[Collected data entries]
↓

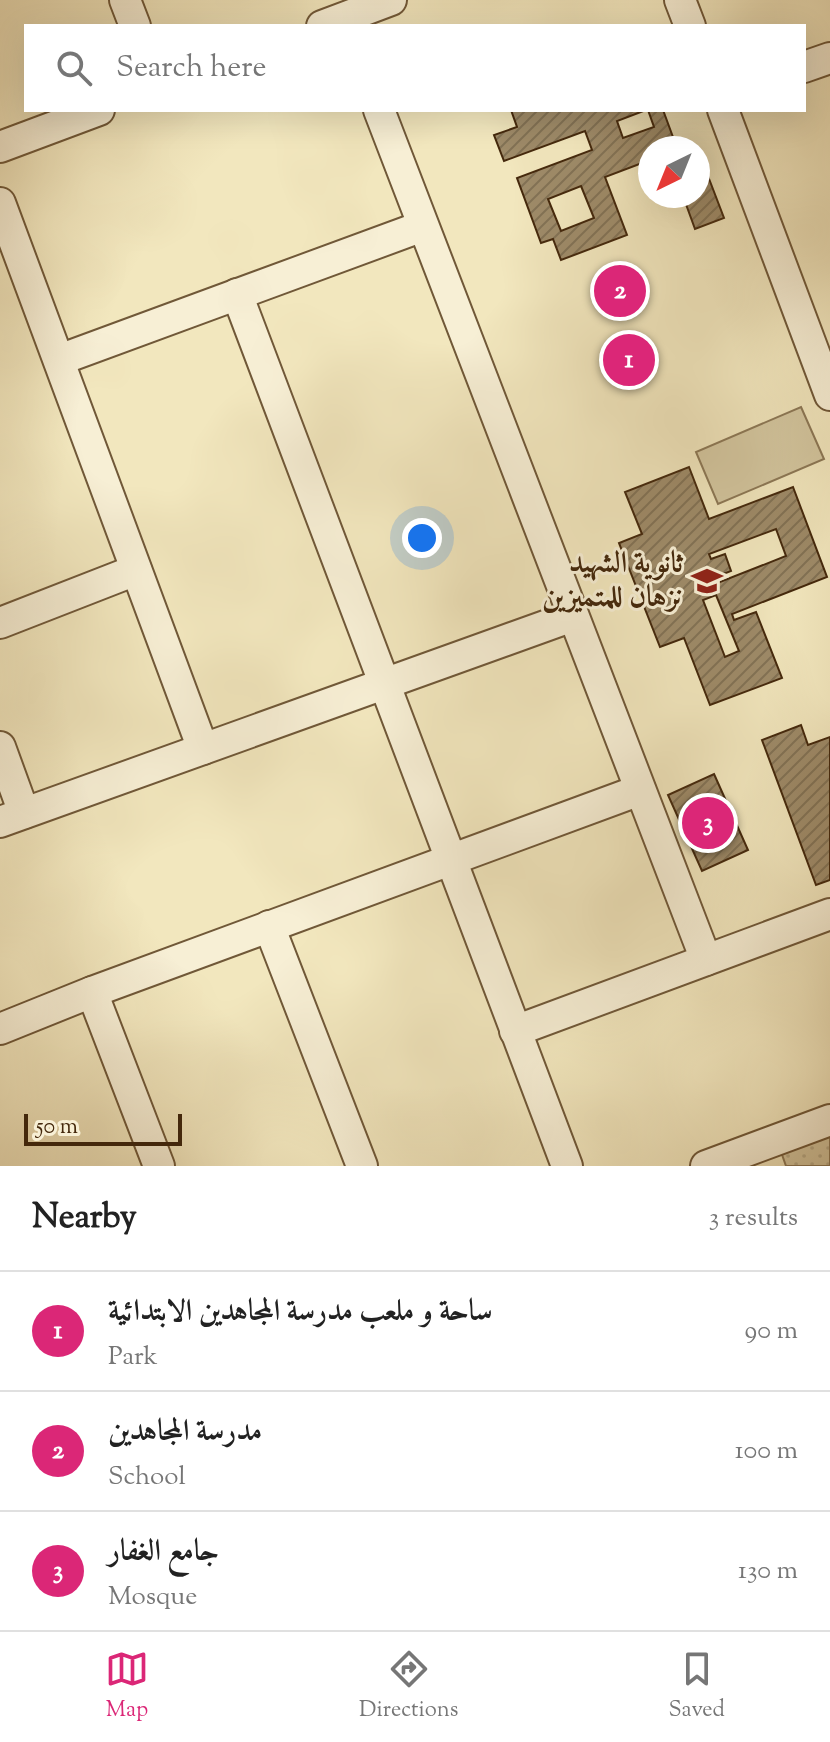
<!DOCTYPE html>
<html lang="en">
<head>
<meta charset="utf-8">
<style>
  :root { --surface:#fff; --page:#f6f6f6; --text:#222; --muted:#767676; --line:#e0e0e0; --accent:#db2777 }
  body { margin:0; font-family:"Sorts Mill Goudy",Amiri,serif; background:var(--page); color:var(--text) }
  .compass { position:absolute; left:638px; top:136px; width:72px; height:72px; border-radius:50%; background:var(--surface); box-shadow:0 8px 32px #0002; rotate:223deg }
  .scale { position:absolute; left:24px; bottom:20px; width:158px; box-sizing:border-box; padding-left:8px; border:4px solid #44280c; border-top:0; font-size:22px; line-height:28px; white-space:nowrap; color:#44280c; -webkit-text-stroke:6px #f7efd5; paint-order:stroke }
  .you { position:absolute; left:422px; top:538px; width:28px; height:28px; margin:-20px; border:6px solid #fff; border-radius:50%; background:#1a73e8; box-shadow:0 0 0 12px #1a73e833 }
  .badge { display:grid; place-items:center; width:52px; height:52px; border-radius:50%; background:var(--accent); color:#fff; font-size:26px; font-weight:700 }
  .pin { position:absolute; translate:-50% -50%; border:4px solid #fff; box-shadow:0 2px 8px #0006 }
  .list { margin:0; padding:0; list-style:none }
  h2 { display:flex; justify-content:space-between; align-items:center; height:104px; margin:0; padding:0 32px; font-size:34px }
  h2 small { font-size:26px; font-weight:400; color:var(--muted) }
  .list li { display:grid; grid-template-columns:52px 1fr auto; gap:24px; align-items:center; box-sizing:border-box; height:120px; padding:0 32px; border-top:2px solid var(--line) }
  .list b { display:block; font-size:30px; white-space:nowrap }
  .list p { margin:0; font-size:26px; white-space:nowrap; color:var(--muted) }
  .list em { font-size:26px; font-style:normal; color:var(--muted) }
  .icon { flex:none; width:44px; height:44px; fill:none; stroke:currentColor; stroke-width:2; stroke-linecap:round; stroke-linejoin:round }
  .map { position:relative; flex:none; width:830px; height:1166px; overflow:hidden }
  .search { position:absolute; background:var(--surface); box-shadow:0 8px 32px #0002; left:24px; right:24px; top:24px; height:88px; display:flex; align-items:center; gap:20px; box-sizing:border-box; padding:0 28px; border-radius:0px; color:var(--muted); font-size:30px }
  .sheet { height:464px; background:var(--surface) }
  nav { display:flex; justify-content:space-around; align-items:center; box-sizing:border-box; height:112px; border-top:2px solid var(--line); background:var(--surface); font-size:22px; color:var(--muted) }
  nav a { display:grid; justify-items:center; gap:4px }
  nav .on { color:var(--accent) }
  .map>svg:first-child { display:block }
</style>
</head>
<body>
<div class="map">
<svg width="830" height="1166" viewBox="0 0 830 1166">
  <defs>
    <pattern id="park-dots" width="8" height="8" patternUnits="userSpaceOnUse" patternTransform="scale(2)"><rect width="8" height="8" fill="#d4c7a0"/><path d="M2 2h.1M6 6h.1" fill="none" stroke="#b7ab89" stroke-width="1.8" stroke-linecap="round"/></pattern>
    <pattern id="building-hatch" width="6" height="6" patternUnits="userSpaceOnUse" patternTransform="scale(2)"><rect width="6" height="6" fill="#9e8b69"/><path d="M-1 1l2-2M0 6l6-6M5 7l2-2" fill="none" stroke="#827255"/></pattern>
  </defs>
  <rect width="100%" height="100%" fill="#f2e7be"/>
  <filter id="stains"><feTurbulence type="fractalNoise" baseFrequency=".0025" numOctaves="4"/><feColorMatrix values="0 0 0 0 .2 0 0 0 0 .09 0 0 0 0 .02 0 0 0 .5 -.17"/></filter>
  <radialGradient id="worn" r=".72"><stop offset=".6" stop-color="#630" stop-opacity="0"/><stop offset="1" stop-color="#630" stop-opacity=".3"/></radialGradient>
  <polygon fill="#d4c7a0" stroke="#8c7856" stroke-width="2" points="801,407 824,459 718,504 696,452"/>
  <polygon fill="url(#park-dots)" stroke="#8c7856" stroke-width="2" points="830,1125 830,1166 786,1166 779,1146"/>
  <g fill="url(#building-hatch)" stroke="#44280c" stroke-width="2" fill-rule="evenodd">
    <path d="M511,110H646L617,121L623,138L654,127L648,110H663L677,148H650V160L605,177L627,235L561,260L553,239L541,243L517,178L592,150L585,131L504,161L494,135L517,127ZM581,186L594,218L561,231L548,199Z"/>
    <polygon points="703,163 724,218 695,229 683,196 698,196 698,165"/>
    <path d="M689,467L709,519L793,487L827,577L732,614L734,620L756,612L782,678L710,705L684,638L660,647L619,543L642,534L625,492ZM776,529L786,556L720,582L718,576L731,571L725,554L711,559L709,554ZM716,595L739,651L725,657L703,600Z"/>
    <polygon points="801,725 808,745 830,737 830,880 816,885 762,740"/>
    <polygon points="714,774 748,850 702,871 668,795"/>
  </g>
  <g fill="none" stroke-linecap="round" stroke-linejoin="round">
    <defs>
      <g id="minor">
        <polyline points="125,0 135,26"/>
        <polyline points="680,0 690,26"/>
        <polyline points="322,26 391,0"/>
        <polyline points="804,67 830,58"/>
        <polyline points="379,110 706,960"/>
        <polyline points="723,110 830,395"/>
        <polyline points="0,147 99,110"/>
        <polyline points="0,203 203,749"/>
        <polyline points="237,294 567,1166"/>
        <polyline points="59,360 423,226"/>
        <polyline points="0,623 136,570"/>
        <polyline points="0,747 24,813"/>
        <polyline points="0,822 573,616"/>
        <polyline points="269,926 362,1166"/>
        <polyline points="92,992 159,1166"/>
        <polyline points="0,1029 92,992 640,790"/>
        <polyline points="515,1031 830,914"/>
        <polyline points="706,1166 830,1120"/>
      </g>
    </defs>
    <use href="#minor" stroke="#705838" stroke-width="34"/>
    <use href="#minor" stroke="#f7efd5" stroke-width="30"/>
  </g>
  <defs>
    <symbol id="school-bare" viewBox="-9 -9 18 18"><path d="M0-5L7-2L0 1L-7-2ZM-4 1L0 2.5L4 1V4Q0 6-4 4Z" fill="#8f2418" stroke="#f7efd5" stroke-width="2.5" paint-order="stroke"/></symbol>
  </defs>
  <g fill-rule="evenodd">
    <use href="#school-bare" x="685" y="559" width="44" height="44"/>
  </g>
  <g text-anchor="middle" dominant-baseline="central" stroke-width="6" stroke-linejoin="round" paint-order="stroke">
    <g font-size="30" font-weight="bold" fill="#44280c" stroke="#f7efd5" text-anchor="end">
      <text x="683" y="564">ثانوية الشهيد<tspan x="683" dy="34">نزهان للمتميزين</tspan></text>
    </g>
  </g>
  <rect width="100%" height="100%" filter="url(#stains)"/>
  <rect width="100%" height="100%" fill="url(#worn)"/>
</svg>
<svg class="compass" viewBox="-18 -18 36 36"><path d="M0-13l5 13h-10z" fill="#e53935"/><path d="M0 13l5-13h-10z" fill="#767676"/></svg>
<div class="scale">50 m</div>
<div class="you"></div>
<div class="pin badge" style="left:629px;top:360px">1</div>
<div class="pin badge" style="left:620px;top:291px">2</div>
<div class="pin badge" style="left:708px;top:823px">3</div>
<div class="search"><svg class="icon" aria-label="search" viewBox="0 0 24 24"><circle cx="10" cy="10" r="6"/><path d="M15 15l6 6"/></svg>Search here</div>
</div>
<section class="sheet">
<h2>Nearby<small>3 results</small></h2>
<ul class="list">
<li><span class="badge">1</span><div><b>ساحة و ملعب مدرسة المجاهدين الابتدائية</b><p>Park</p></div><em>90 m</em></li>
<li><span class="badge">2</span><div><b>مدرسة المجاهدين</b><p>School</p></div><em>100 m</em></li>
<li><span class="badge">3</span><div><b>جامع الغفار</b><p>Mosque</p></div><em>130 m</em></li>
</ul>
</section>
<nav>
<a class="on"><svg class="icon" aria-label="map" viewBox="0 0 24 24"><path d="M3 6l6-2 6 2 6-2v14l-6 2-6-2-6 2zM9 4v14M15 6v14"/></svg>Map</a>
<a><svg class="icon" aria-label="directions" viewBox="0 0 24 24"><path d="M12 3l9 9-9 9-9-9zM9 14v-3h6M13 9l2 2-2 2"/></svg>Directions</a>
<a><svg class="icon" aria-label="saved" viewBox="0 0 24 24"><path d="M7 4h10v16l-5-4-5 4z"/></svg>Saved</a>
</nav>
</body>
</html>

↑

* [WHAT IS NEEDED]:
Make an exact copy of the records from their first line through the line containing "position:absolute; left:422px; top:538px;", both ends included, with the pictures omitted.

* [ANSWER BOX]:
<!DOCTYPE html>
<html lang="en">
<head>
<meta charset="utf-8">
<style>
  :root { --surface:#fff; --page:#f6f6f6; --text:#222; --muted:#767676; --line:#e0e0e0; --accent:#db2777 }
  body { margin:0; font-family:"Sorts Mill Goudy",Amiri,serif; background:var(--page); color:var(--text) }
  .compass { position:absolute; left:638px; top:136px; width:72px; height:72px; border-radius:50%; background:var(--surface); box-shadow:0 8px 32px #0002; rotate:223deg }
  .scale { position:absolute; left:24px; bottom:20px; width:158px; box-sizing:border-box; padding-left:8px; border:4px solid #44280c; border-top:0; font-size:22px; line-height:28px; white-space:nowrap; color:#44280c; -webkit-text-stroke:6px #f7efd5; paint-order:stroke }
  .you { position:absolute; left:422px; top:538px; width:28px; height:28px; margin:-20px; border:6px solid #fff; border-radius:50%; background:#1a73e8; box-shadow:0 0 0 12px #1a73e833 }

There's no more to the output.